RADAR BENGKULU – Polemik belum cairnya Surat Perintah Perjalanan Dinas (SPPD) bagi Pegawai Negeri Sipil (PNS) di lingkungan Sekretariat DPRD (Setwan) Provinsi Bengkulu makin memanas. Hingga kini, hak mereka yang tertunggak sejak Mei 2024 belum juga dibayarkan.
Upaya fasilitasi yang dilakukan Komisi I DPRD Provinsi Bengkulu pun seakan bertepuk sebelah tangan. Ketua Komisi I, H. Zainal, S.Sos, M.Si, dengan tegas menyatakan bahwa Sekwan wajib membayarkan SPPD tersebut, tanpa alasan apa pun.
"Kita sudah berupaya memfasilitasi. Apapun bentuknya dan dari mana uangnya, SPPD itu harus dibayar," ujar Zainal.
Menurutnya, jika dana perjalanan dinas yang sudah dianggarkan tidak dicairkan, ada indikasi kuat terjadi penyalahgunaan anggaran.
"Kalau anggaran sudah ada tapi tidak dibayarkan, ini bisa mengarah ke indikasi penggelapan," tegasnya.
BACA JUGA: ASN Sekretariat DPRD Provinsi Bengkulu Tagih Pembayaran Gaji dan Pencairan Perjalanan Dinas
Komisi I DPRD Bengkulu sebenarnya telah memberikan waktu kepada Sekwan untuk melaporkan jumlah pegawai yang belum menerima haknya beserta nominal yang belum dicairkan. Namun, hingga tenggat waktu yang ditentukan, laporan itu tak kunjung diterima.
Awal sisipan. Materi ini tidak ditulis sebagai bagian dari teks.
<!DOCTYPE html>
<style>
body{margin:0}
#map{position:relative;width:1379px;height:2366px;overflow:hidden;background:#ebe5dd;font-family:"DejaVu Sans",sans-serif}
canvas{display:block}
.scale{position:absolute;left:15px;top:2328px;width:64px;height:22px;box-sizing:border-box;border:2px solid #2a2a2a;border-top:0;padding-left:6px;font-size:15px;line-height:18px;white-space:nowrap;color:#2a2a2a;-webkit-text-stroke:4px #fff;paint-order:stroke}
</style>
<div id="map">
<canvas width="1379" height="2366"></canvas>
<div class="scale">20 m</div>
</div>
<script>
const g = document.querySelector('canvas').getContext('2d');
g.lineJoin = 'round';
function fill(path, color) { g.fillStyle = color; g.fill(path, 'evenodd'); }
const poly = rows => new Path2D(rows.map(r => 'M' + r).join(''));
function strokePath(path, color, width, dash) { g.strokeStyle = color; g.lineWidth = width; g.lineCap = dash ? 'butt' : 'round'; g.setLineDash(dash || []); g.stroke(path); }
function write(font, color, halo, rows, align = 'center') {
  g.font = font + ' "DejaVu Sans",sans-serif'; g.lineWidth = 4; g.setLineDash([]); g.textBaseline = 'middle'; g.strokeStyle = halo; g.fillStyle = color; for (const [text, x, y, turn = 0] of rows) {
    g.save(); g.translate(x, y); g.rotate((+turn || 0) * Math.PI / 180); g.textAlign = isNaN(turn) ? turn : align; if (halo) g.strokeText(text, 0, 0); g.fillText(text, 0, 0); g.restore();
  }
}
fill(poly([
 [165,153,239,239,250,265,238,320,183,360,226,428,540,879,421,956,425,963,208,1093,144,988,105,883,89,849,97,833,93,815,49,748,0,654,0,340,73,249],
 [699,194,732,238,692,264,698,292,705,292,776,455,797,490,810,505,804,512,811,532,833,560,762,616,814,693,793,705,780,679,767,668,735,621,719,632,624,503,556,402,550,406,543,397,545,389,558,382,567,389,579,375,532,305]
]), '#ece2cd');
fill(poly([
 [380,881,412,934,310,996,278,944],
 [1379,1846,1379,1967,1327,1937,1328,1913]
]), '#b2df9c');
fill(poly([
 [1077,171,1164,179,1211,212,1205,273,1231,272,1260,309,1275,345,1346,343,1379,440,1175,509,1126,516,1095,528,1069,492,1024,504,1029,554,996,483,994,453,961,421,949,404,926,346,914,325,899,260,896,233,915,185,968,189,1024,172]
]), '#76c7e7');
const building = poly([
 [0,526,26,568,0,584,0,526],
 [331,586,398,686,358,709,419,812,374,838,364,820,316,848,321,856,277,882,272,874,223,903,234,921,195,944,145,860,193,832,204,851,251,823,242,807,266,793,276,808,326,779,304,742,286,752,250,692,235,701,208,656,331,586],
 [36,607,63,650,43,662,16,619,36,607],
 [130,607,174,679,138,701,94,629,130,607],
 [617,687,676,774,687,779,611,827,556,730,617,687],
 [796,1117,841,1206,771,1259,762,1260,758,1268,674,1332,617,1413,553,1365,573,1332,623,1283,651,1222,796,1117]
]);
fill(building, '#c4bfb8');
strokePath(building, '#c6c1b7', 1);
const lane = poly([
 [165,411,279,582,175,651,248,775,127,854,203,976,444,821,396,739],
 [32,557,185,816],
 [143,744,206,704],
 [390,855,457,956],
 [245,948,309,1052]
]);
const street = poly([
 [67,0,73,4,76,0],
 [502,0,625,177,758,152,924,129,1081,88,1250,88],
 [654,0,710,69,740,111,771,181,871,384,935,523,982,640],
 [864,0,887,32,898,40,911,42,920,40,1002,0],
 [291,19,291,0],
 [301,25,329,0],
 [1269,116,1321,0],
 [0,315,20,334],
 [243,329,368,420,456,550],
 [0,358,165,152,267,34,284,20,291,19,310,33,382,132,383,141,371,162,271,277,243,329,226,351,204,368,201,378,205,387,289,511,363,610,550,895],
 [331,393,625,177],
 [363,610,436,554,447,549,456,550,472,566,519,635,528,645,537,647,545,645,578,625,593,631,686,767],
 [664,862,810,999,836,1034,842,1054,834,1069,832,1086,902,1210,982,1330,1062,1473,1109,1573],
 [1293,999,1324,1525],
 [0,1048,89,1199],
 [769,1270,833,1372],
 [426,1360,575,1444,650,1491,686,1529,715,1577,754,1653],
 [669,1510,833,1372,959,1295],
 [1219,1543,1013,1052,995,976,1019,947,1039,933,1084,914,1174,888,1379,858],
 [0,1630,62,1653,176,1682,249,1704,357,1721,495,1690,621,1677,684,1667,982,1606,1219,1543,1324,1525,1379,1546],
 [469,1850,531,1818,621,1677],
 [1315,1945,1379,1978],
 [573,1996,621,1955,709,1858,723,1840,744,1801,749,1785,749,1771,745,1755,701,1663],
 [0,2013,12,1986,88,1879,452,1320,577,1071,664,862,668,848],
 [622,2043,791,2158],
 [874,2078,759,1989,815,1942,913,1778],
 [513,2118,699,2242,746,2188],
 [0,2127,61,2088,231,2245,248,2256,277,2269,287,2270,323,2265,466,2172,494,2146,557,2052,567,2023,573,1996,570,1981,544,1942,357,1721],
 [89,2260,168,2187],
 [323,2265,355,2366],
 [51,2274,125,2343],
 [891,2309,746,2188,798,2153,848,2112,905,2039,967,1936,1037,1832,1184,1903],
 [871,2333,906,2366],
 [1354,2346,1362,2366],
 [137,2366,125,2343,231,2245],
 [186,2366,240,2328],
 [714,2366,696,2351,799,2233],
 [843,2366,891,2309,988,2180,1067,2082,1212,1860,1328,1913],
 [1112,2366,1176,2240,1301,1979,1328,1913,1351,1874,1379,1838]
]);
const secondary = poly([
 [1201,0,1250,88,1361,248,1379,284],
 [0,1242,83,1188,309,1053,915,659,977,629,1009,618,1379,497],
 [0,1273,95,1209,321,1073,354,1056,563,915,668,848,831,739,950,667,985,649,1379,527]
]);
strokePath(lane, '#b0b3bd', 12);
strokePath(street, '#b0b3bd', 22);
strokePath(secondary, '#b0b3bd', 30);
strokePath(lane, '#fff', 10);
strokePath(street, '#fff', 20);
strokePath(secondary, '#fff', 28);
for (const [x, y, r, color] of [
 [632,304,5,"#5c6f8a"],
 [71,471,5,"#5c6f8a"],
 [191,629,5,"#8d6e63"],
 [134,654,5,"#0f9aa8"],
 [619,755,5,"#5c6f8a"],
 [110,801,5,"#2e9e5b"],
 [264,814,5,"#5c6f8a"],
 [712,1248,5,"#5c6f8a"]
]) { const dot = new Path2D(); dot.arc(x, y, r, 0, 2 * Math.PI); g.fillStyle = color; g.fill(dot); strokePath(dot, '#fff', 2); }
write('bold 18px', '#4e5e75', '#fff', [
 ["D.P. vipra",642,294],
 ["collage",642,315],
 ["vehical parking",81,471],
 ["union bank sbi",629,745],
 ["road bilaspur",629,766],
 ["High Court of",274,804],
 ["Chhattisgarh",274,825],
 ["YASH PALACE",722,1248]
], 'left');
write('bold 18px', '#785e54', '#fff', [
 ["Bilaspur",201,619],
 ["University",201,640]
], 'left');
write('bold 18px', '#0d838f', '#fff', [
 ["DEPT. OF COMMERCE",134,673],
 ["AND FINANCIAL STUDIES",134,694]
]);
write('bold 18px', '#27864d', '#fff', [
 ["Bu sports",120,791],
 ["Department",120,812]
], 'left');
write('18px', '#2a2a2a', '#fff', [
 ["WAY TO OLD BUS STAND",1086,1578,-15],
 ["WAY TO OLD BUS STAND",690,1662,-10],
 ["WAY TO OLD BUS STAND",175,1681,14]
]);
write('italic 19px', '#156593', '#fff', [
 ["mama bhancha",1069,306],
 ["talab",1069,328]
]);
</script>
"Saat rapat fasilitasi, kami beri waktu tiga hari untuk menyampaikan data. Tapi sampai sekarang, tak ada laporan yang masuk," ungkap politisi PKB ini dengan nada kecewa.
Menurutnya, sikap Sekwan yang mengabaikan keputusan ini bukan hanya merugikan pegawai, tetapi juga mencoreng kredibilitas lembaga.
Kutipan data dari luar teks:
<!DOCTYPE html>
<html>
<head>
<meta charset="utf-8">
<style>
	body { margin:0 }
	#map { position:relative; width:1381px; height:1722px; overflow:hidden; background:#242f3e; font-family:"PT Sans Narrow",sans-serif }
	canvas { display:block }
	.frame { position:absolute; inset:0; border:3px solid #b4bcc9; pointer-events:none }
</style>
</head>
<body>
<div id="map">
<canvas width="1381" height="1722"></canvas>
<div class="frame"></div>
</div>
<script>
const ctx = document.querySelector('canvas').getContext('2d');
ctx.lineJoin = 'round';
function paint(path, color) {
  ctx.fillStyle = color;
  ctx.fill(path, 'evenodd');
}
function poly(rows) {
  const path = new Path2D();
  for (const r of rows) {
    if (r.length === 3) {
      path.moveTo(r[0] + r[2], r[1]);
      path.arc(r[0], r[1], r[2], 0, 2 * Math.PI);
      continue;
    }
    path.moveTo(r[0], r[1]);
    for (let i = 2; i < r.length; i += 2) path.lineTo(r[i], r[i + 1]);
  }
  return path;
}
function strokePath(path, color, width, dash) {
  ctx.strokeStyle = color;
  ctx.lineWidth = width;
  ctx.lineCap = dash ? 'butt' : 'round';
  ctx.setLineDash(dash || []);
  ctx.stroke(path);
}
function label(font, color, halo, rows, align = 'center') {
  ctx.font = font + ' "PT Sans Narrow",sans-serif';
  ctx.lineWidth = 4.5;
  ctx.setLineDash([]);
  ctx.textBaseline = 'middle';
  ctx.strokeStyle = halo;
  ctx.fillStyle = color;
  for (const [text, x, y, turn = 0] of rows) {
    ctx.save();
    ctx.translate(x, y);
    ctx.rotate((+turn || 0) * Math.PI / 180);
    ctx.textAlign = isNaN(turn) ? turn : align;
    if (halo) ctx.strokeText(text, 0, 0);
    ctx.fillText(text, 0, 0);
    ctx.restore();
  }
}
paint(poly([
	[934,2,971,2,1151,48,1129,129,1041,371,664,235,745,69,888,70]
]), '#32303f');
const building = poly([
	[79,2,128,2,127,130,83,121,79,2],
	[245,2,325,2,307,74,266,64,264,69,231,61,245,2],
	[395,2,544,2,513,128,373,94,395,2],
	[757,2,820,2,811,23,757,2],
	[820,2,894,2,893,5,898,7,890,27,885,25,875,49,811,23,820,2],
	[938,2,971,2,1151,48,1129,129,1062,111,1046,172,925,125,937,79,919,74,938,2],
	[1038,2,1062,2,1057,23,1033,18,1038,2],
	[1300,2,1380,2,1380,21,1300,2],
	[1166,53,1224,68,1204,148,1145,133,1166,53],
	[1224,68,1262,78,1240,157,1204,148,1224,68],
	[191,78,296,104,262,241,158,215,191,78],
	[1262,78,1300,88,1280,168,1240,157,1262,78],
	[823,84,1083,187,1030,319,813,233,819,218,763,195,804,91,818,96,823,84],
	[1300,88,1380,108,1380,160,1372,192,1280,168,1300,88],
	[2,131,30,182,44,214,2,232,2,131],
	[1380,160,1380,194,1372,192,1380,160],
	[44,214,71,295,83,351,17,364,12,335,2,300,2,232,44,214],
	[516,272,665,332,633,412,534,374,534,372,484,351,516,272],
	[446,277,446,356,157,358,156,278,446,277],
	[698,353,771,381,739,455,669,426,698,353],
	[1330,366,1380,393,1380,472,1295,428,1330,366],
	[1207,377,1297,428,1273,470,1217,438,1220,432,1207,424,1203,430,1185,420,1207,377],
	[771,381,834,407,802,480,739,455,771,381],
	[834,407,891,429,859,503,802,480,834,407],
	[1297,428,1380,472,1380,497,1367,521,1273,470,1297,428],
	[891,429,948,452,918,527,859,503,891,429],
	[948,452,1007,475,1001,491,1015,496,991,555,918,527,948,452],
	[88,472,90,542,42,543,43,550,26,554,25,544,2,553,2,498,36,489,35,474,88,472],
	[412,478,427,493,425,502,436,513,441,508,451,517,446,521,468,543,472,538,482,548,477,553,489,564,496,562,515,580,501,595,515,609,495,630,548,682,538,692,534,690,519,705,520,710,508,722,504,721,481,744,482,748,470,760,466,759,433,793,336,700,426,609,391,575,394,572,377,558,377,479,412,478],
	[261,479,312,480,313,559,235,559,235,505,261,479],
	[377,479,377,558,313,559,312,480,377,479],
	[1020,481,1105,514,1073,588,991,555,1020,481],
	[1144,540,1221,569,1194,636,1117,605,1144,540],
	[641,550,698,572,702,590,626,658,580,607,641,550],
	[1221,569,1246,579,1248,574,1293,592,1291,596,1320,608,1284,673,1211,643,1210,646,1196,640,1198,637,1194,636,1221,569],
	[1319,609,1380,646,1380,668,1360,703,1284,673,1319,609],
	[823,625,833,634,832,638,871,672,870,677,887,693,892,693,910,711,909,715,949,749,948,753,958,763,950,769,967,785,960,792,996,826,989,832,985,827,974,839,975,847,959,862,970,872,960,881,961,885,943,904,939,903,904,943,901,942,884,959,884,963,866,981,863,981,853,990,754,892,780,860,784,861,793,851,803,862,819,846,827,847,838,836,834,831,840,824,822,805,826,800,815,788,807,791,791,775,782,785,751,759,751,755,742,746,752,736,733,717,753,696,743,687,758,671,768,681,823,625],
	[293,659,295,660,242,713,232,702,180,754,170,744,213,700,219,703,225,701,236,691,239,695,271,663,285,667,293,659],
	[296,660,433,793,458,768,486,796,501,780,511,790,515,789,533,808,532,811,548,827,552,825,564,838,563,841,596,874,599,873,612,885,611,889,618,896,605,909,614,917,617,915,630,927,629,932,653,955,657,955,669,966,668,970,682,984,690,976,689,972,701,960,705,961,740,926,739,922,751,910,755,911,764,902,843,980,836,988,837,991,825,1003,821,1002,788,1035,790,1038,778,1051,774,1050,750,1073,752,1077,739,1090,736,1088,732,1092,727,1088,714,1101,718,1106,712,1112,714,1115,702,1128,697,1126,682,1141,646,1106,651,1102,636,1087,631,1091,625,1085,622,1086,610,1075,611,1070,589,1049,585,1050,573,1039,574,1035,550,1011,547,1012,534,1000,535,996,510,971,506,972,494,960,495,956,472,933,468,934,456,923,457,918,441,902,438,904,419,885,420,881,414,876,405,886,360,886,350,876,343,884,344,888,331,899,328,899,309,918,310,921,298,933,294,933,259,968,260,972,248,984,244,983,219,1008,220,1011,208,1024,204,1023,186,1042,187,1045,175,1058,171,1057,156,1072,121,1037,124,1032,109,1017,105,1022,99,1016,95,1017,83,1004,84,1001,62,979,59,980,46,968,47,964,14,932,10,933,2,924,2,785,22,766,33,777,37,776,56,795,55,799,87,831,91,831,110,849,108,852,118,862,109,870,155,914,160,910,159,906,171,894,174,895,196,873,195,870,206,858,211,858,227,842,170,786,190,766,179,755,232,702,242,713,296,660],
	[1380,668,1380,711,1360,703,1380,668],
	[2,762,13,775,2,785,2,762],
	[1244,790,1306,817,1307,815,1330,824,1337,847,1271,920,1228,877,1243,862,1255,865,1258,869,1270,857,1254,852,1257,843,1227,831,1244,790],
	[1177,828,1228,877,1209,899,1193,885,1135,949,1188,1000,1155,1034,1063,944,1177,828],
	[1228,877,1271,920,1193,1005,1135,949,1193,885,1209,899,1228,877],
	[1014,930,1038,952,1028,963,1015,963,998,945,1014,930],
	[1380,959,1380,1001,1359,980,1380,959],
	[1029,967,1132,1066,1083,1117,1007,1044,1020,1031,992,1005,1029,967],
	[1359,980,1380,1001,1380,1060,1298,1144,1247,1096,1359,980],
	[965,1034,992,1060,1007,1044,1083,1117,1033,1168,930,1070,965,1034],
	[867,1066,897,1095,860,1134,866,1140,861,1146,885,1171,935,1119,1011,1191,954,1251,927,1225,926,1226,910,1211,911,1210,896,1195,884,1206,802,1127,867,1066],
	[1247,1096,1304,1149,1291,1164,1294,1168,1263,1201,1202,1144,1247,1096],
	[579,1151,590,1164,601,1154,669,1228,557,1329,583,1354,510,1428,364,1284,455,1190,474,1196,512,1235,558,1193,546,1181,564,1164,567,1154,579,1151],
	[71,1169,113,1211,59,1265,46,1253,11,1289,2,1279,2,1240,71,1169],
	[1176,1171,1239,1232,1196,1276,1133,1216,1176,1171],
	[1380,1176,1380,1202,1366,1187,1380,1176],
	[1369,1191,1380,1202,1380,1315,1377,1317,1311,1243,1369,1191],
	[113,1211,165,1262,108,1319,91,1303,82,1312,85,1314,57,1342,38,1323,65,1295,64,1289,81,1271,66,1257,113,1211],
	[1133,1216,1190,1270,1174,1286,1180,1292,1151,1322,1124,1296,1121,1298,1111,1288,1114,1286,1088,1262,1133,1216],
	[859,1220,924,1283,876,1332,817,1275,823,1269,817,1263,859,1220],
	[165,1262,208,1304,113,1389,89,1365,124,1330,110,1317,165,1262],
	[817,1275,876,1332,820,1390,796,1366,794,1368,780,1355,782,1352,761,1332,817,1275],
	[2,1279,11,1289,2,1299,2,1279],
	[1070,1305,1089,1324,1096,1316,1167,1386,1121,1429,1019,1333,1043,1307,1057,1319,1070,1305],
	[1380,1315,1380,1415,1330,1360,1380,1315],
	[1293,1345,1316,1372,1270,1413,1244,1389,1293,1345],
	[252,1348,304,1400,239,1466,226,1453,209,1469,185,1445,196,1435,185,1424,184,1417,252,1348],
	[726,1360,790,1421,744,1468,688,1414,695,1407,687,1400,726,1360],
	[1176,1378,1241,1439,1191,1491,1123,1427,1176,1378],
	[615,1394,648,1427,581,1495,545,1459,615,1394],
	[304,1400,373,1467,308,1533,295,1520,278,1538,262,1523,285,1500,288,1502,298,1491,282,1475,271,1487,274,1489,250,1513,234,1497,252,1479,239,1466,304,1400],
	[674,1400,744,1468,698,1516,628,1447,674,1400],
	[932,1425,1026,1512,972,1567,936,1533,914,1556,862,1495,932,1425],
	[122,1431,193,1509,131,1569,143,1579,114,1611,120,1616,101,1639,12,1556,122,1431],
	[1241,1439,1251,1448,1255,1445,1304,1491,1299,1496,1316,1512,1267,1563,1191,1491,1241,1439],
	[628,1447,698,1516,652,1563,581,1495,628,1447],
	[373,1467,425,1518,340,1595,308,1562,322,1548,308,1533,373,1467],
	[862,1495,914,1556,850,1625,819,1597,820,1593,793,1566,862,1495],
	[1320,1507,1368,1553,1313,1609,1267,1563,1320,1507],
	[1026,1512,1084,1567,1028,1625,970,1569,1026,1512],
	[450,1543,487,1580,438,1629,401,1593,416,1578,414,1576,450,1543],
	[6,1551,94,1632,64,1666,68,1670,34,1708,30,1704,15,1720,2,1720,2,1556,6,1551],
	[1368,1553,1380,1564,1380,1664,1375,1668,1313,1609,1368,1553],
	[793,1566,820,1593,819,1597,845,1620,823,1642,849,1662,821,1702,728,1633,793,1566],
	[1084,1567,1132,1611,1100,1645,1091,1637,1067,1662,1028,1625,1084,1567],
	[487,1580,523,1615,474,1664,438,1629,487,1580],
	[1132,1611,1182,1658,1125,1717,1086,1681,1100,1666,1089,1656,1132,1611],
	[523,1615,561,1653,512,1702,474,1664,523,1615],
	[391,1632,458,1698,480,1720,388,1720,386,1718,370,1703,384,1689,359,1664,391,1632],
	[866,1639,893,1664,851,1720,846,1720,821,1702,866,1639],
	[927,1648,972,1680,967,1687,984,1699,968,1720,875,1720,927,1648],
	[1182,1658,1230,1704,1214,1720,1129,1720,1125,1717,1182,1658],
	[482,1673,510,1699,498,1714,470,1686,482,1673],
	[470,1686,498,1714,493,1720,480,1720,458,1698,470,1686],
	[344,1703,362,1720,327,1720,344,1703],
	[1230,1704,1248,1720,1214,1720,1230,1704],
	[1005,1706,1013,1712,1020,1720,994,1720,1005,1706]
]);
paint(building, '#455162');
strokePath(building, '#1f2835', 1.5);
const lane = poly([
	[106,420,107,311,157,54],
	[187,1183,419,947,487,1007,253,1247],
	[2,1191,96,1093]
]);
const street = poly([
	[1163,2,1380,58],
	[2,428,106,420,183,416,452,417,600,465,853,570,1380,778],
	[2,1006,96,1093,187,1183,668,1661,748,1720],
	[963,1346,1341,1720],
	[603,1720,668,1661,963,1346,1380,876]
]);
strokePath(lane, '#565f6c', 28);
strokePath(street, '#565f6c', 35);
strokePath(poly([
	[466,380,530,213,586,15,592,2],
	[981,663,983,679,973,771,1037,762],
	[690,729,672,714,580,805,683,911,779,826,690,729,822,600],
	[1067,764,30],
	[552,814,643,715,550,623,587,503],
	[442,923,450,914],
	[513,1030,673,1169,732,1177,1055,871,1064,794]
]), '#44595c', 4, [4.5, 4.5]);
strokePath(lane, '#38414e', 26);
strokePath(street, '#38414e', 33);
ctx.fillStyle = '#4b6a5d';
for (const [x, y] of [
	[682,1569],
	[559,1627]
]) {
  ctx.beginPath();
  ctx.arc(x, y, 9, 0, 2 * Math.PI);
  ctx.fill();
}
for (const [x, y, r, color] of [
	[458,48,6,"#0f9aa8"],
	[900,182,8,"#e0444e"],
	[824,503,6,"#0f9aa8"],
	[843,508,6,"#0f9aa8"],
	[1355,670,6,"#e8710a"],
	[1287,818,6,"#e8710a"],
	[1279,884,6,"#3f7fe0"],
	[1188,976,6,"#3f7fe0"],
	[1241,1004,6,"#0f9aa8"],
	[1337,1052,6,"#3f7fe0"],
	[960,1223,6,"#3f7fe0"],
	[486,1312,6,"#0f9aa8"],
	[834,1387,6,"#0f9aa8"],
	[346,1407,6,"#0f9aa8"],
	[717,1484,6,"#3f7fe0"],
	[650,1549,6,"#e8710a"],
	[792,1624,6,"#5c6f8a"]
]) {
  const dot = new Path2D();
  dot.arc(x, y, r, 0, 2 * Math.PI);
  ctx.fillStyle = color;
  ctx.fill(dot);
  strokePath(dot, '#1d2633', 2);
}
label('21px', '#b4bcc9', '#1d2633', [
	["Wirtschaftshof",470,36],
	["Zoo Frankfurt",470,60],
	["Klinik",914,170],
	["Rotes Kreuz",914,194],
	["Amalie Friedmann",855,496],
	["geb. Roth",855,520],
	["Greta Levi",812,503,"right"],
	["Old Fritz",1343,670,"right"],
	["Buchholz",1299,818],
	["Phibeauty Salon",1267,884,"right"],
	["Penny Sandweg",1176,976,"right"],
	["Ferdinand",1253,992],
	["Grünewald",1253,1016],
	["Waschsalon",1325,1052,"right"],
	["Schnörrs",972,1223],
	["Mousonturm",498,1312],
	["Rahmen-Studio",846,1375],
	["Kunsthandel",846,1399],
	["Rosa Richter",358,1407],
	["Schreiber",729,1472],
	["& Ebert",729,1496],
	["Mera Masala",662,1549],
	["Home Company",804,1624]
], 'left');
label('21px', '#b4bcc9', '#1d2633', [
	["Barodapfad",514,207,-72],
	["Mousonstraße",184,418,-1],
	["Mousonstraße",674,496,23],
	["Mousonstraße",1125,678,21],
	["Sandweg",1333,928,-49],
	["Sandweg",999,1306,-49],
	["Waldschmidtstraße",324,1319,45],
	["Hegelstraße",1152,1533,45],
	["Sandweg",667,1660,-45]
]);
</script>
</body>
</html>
DPRD Bengkulu pun tak tinggal diam. Zainal menyebut pihaknya akan berkoordinasi dengan pimpinan DPRD guna mencari solusi dan langkah tegas atas masalah ini.
"Kami akan berkoordinasi dengan pimpinan. Kalau ada petunjuk lebih lanjut, tentu akan kami tindaklanjuti dengan langkah konkrit," tandasnya.
Buntut dari persoalan ini, para pegawai di lingkungan Setwan mulai gerah. Mereka mempertanyakan hak yang belum cair sejak pertengahan tahun lalu.
"Sejak Mei 2024, SPPD kami tidak kunjung dibayarkan. Jumlahnya bervariasi. Ada yang Rp 3 juta, ada juga yang sampai Rp 7 juta. Kami sudah berulang kali menanyakan, tapi tidak ada kejelasan," ungkap salah seorang pegawai yang enggan disebutkan namanya.
Ketidakpastian ini membuat para pegawai kecewa. Sebab, perjalanan dinas yang mereka lakukan bukan sekadar formalitas, melainkan tugas resmi yang sudah dijalankan dengan dana pribadi terlebih dahulu.